## TASK TO CARRY OUT
Each entry must come back word for word; drop the images as you go.

## INFORMATION GIVEN
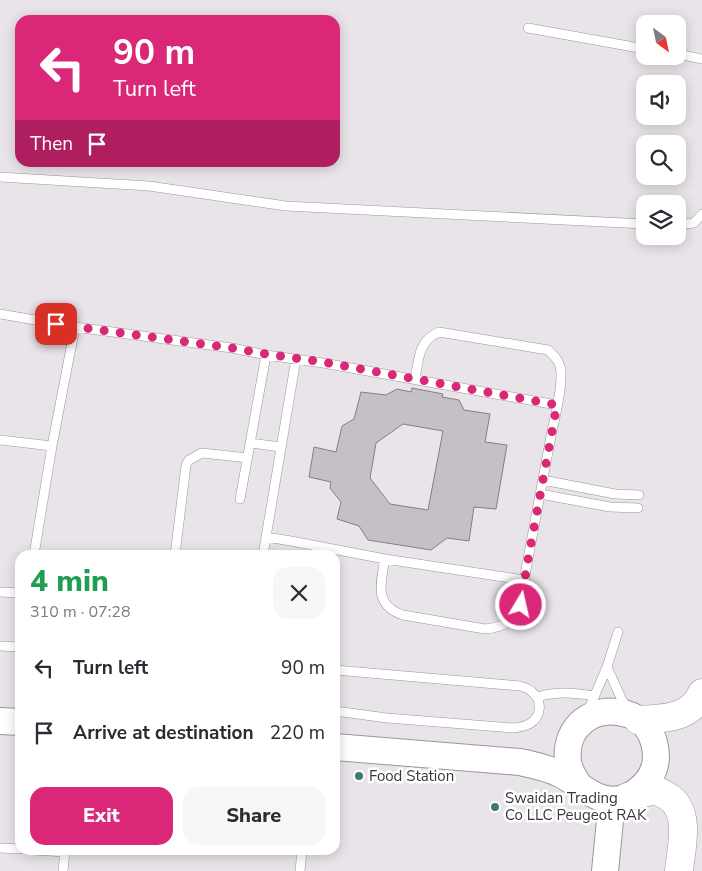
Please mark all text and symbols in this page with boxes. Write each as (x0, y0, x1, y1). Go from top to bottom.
north arrow (636, 15, 686, 65)
map controls (636, 15, 686, 245)
text: 90 m (113, 29, 195, 76)
icon: left (30, 35, 95, 100)
text: Turn left (113, 74, 196, 104)
button: sound (636, 75, 686, 125)
icon: arrive (83, 130, 111, 158)
text: Then (30, 131, 73, 157)
button: search (636, 135, 686, 185)
button: layers (636, 195, 686, 245)
pin (35, 303, 77, 345)
icon: arrive (42, 310, 70, 338)
text: 4 min (30, 561, 109, 602)
button: close (273, 567, 325, 619)
position arrow (494, 578, 546, 630)
text: 310 m · 07:28 (30, 601, 131, 623)
icon: left (30, 654, 58, 682)
text: Turn left (73, 655, 148, 681)
text: 90 m (281, 655, 325, 681)
icon: arrive (30, 719, 58, 747)
text: Arrive at destination (73, 720, 254, 746)
text: 220 m (270, 720, 325, 746)
place label: Food Station (369, 766, 454, 786)
marker: Food Station (353, 770, 365, 782)
button: Exit (30, 787, 173, 845)
button: Share (183, 787, 325, 845)
place label: Swaidan Trading Co LLC Peugeot RAK (505, 788, 647, 825)
marker: Swaidan Trading Co LLC Peugeot RAK (489, 801, 501, 813)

## YOUR RESPONSE
Please mark all text and symbols in this page with boxes. Write each as (x0, y0, x1, y1). Go from top to bottom.
north arrow (636, 15, 686, 65)
map controls (636, 15, 686, 245)
text: 90 m (113, 29, 195, 76)
icon: left (30, 35, 95, 100)
text: Turn left (113, 74, 196, 104)
button: sound (636, 75, 686, 125)
icon: arrive (83, 130, 111, 158)
text: Then (30, 131, 73, 157)
button: search (636, 135, 686, 185)
button: layers (636, 195, 686, 245)
pin (35, 303, 77, 345)
icon: arrive (42, 310, 70, 338)
text: 4 min (30, 561, 109, 602)
button: close (273, 567, 325, 619)
position arrow (494, 578, 546, 630)
text: 310 m · 07:28 (30, 601, 131, 623)
icon: left (30, 654, 58, 682)
text: Turn left (73, 655, 148, 681)
text: 90 m (281, 655, 325, 681)
icon: arrive (30, 719, 58, 747)
text: Arrive at destination (73, 720, 254, 746)
text: 220 m (270, 720, 325, 746)
place label: Food Station (369, 766, 454, 786)
marker: Food Station (353, 770, 365, 782)
button: Exit (30, 787, 173, 845)
button: Share (183, 787, 325, 845)
place label: Swaidan Trading Co LLC Peugeot RAK (505, 788, 647, 825)
marker: Swaidan Trading Co LLC Peugeot RAK (489, 801, 501, 813)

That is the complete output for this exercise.